In the Information Science community, 'persistence' is a stronger
requirement, namely, that what you get when you resolve an NRI should never change.
http_fact
http: URIs support persistence as well as
it is in-practice possible to do so.
As has been frequently observed, achieving either of the numbered types of
persistence above is not a technology issue, it's a management issue. It's up
to the owners and operators of the mechanisms which implement NRI resolution to enforce whatever degree of persistence they
choose. It follows that there is no difference here between NRI and http:.
What of the more sophisticated reading, that an NRI should manifest its minter's intentions with
respect to persistence? That's just a matter of naming conventions, and
perfectly possible using http:. We could, for example, say that
all versionable/time-varying resources on our site are named with all
lower-case letters, and all persistent/stable/non-varying resources are named
with all upper-case letters.
2.2 Standardized
nri_des
NRIs should be susceptible
to standardization within administrative units
This goal appears to be directed at guaranteeing certain invariants, for
example with respect to the structure of identifiers and the availability of
the resources they identify. This means they should not be creatable in a
distributed or unsupervised fashion.
http_fact
Again, this is largely a management issue, not a
technical one. Whatever invariants are in view can as well be enforced on
(sub-parts of) http:-served resource collections as on those
identified via NRIs.
Nothing in a specification can stop people from uttering URIs of any kind.
Domain names are as good, or as bad, at conveying ownership of a particular
form of URI as URN namespaces or URI schemes.
Centralized authorities can be established for parts of domain space as
easily as for areas "off the web", and enforcement mechanisms can be as
effective. For example, my employers constrain the mechanisms by which web
pages are accepted for serving from certain parts of their domain so as to
enforce invariants both of path structure and content markup.
2.3 Protocol
Independence
nri_des
Access to resources identified by NRIs should not be dependent on any particular
protocol.
Exactly what this means is not clear -- although it is listed as a
requirement in several cases, there is little or no discussion, so exactly
why it should be a requirement for NRIs is not
clear.
http_fact
http: URIs are no more protocol-dependent
than any other identification mechanism.
For pure naming, that is, if retrieval is never intended,
http: is as good as any NRI
approach, because no protocol at all is involved.
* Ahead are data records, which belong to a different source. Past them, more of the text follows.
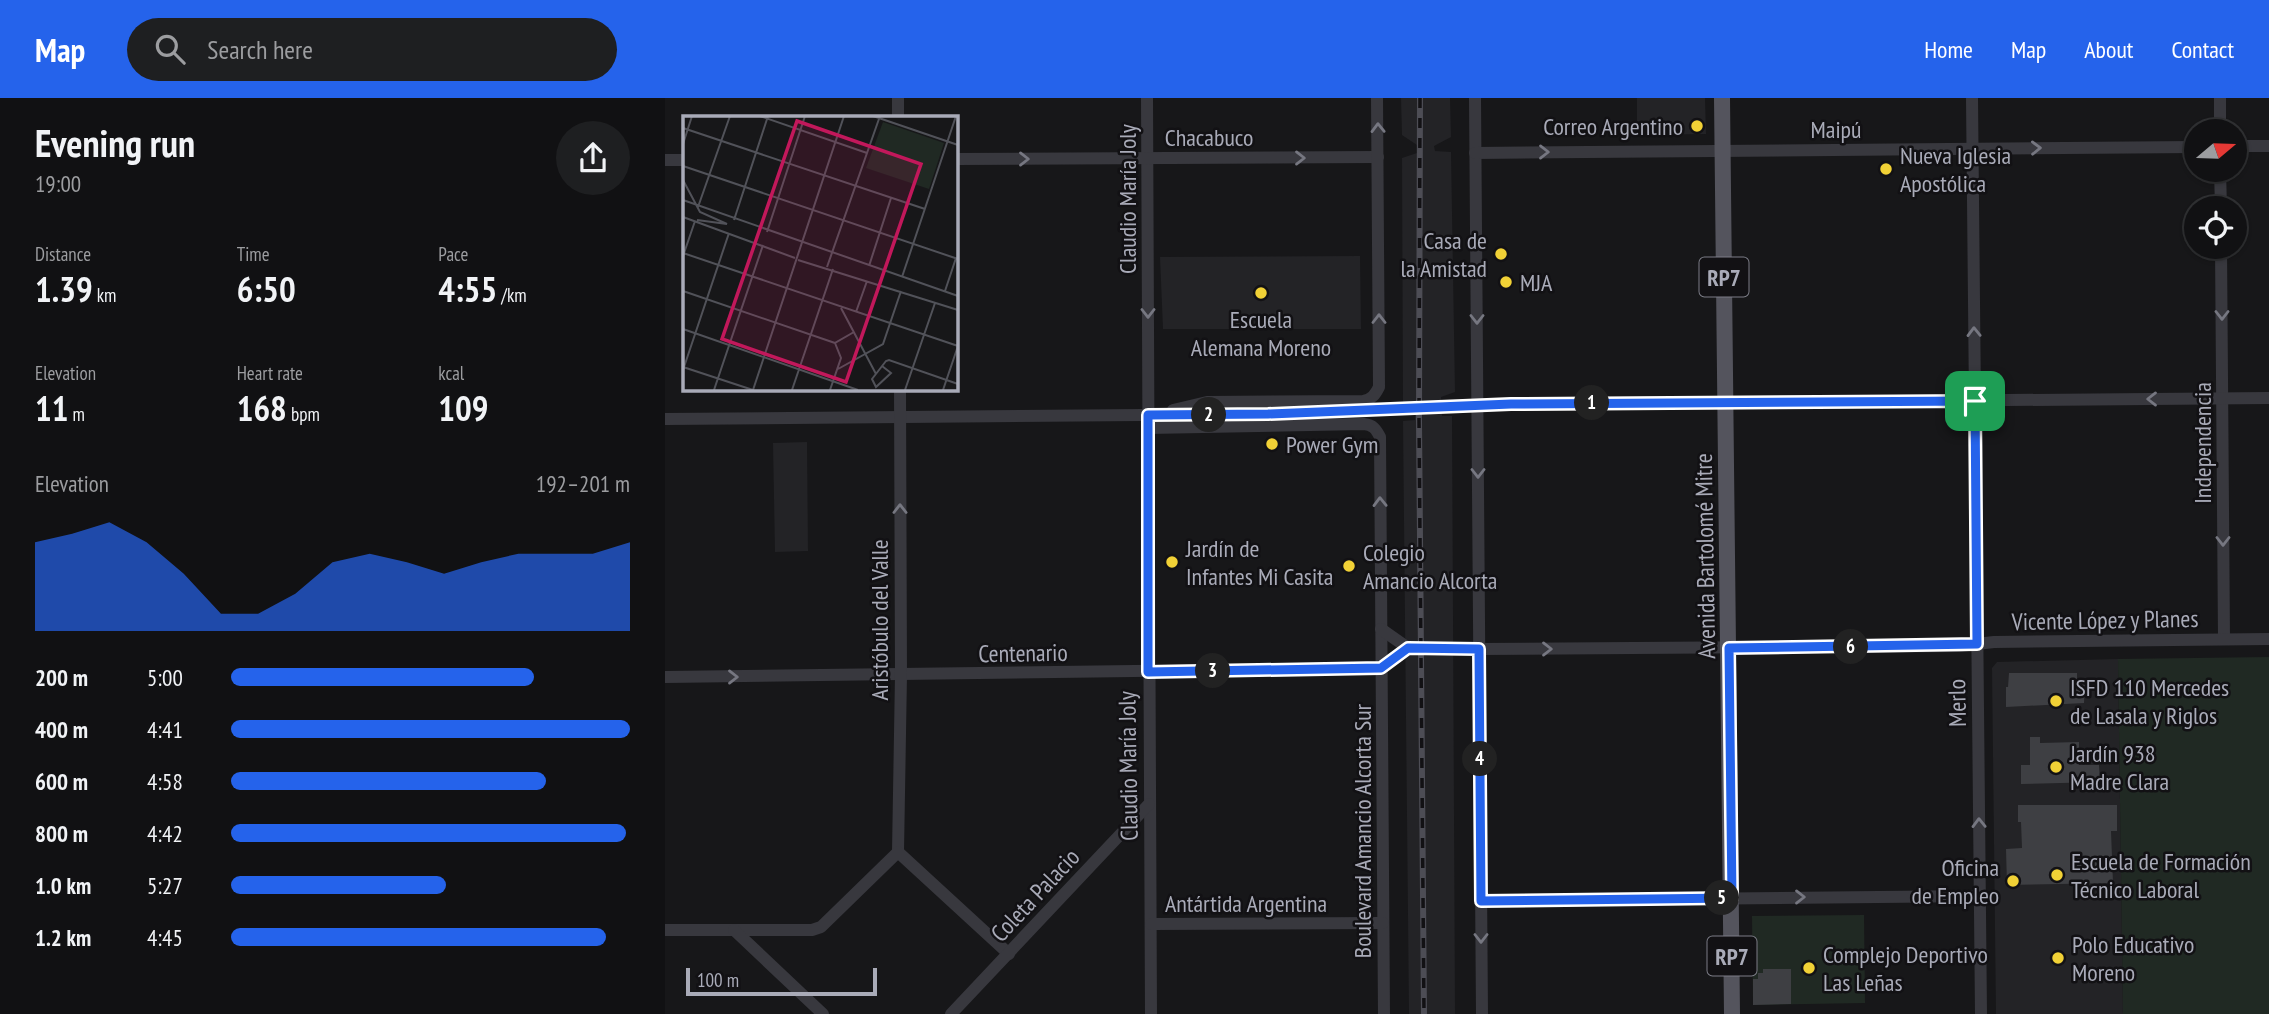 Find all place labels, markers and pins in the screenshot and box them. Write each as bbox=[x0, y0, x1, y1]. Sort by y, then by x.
place label: Correo Argentino bbox=[1543, 111, 1683, 142]
marker: Correo Argentino bbox=[1689, 118, 1705, 134]
place label: Nueva Iglesia Apostólica bbox=[1900, 140, 2011, 199]
marker: Nueva Iglesia Apostólica bbox=[1878, 161, 1894, 177]
place label: Casa de la Amistad bbox=[1400, 225, 1487, 284]
marker: Casa de la Amistad bbox=[1493, 246, 1509, 262]
place label: MJA bbox=[1520, 267, 1553, 298]
marker: MJA bbox=[1498, 274, 1514, 290]
marker: Escuela Alemana Moreno bbox=[1253, 285, 1269, 301]
place label: Escuela Alemana Moreno bbox=[1191, 304, 1331, 363]
pin bbox=[1945, 371, 2005, 431]
pin: 1 bbox=[1574, 386, 1609, 420]
pin: 2 bbox=[1191, 398, 1227, 432]
place label: Power Gym bbox=[1286, 429, 1378, 460]
marker: Power Gym bbox=[1264, 436, 1280, 452]
place label: Jardín de Infantes Mi Casita bbox=[1185, 533, 1333, 592]
place label: Colegio Amancio Alcorta bbox=[1363, 537, 1497, 596]
marker: Jardín de Infantes Mi Casita bbox=[1164, 554, 1180, 570]
marker: Colegio Amancio Alcorta bbox=[1341, 558, 1357, 574]
pin: 6 bbox=[1833, 630, 1869, 664]
pin: 3 bbox=[1195, 654, 1231, 688]
place label: ISFD 110 Mercedes de Lasala y Riglos bbox=[2070, 672, 2229, 731]
marker: ISFD 110 Mercedes de Lasala y Riglos bbox=[2048, 693, 2064, 709]
place label: Jardín 938 Madre Clara bbox=[2069, 738, 2169, 797]
pin: 4 bbox=[1463, 742, 1497, 776]
marker: Jardín 938 Madre Clara bbox=[2048, 759, 2064, 775]
place label: Escuela de Formación Técnico Laboral bbox=[2071, 846, 2251, 905]
place label: Oficina de Empleo bbox=[1912, 852, 1999, 911]
marker: Escuela de Formación Técnico Laboral bbox=[2049, 867, 2065, 883]
marker: Oficina de Empleo bbox=[2005, 873, 2021, 889]
pin: 5 bbox=[1705, 880, 1739, 916]
place label: Polo Educativo Moreno bbox=[2072, 929, 2194, 988]
place label: Complejo Deportivo Las Leñas bbox=[1823, 939, 1988, 998]
marker: Polo Educativo Moreno bbox=[2050, 950, 2066, 966]
marker: Complejo Deportivo Las Leñas bbox=[1801, 960, 1817, 976]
If retrieval is
anticipated, then any NRI approach must
specify a mapping to one or more protocols. All existing NRI approaches in practice specify only one such mapping, to
the HTTP protocol. So they are in exactly the same
position as http: -- if for some reason in the future the
HTTP protocol becomes unavailable or inappropriate, both NRIs and http: will have to specify
a new mapping.
True protocol independence is difficult to imagine in practice, as many
protocols depend on a tight coupling between message formats and
client/server application models. Protocols which don't allow servers any
escape mechanism are thereby pretty much ruled out as transports for
retrieval from NRIs (or http:
URIs).
It's appropriate to note here that in cases where the necessary form of
client/server interaction for a particular kind of information resource, for
example streaming video, cannot be provided by the protocols normally
associated with existing URI schemes, new schemes may be appropriate.
Detailed discussion of this point can be found in [Schemes and Protocols]. But none of the NRI proposals are for resources of this kind.
2.4 Location
Independence
nri_des
NRIs should not be
locations.
Practical realities and administrative changes will always defeat any
attempt to guarantee that the representation of a particular resource will
always be stored in exactly the same host/server/filestore/directory/file.
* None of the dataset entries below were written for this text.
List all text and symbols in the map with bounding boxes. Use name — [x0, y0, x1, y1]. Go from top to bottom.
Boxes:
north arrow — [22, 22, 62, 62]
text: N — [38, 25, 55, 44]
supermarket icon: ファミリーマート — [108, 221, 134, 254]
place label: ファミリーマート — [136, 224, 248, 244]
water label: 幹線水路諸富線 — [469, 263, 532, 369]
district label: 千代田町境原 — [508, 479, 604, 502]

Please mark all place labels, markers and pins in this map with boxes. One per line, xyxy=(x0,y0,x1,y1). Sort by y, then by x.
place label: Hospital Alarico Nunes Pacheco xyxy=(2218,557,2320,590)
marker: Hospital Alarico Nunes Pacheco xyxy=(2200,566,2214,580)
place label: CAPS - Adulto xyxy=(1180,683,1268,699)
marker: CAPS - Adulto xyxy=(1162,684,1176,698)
Any naming mechanism which equates locations in that sense with names is by
construction inadequate. It follows that this goal is a sensible one.
http_fact
http: URIs are not locations.
Misunderstanding of http: URIs as locations has a long and,
in part, justifiable history (they were, after all, originally call Uniform
Resource Locators). But it's not longer justifiable either in principle (the
RFC for URIs [RFC 3986] is quite clear on the subject) or
in practice (there's lots of software support for server-side management of
the relationship between http: URIs and their representations).
See for example the classic [Cool URIs] for a more
detailed discussion of these points.
2.5 Structured names
nri_des
NRIs should provide for
structuring resource identifiers with shareable tags
This requirement has only been suggested by the authors of [XRI]. It amounts to a wish to structure resource names using
name/value pairs, with the names having some standardized, widely understood
meaning. This requirement is related to requirements appealed to in the
design of End Point References [EPRs], [TAG on EPRs].
http_fact
The query component of http: URIs supports
non-hierarchical structured naming.
It is open to any naming authority to establish conventions for the use of
the query component of http: URIs under its control. Since the
query component is already structured in terms of simple name/value pairs, it
is a good fit for the requirement.
2.6 Uniform access to metadata
nri_des
NRIs should provide as well
for access to metadata about as to representations of a resource.
http_fact
[conneg does this for http: just fine]
2.7 Rich authority
nri_des
NRIs should allow for
sophisticated authority models, including delegation.
http_fact
[not sure]
| Editorial note:
HST |
2006-03-14 |
<edtext>Not clear what this means -- the XRI
examples suggest it's mostly about late-binding/encapsulation, e.g.
xri://shoreline.library.example.com/(urn:isbn:0-395-36341-1)
and
xri://broadview.library.example.com/(urn:isbn:0-395-36341-1)
are given as examples of 'copies of the same book at two different
libraries'</edtext> |
2.8 Trusted resolution
nri_des
NRIs should support trusted
resolution.
http_fact
[not sure]
| Editorial note:
HST |
2006-03-14 |
| <edtext>This appears only in XRIs, and
appears to me to be self-contradictory -- it says a "trusted
resolution protocol [is] independent of
DNS".</edtext> |
3 The value of http:
URIs
The http: URI scheme implements a two-part approach to
identifying resources. It combines a universal distributed naming scheme for
owners of resources with a hierarchical syntax for distinguishing resources
which share the same owner. Widely available mechanisms (DNS and web servers,
respectively) exist to support the use of http: URIs to not only
identify but actually retrieve representations of information resources.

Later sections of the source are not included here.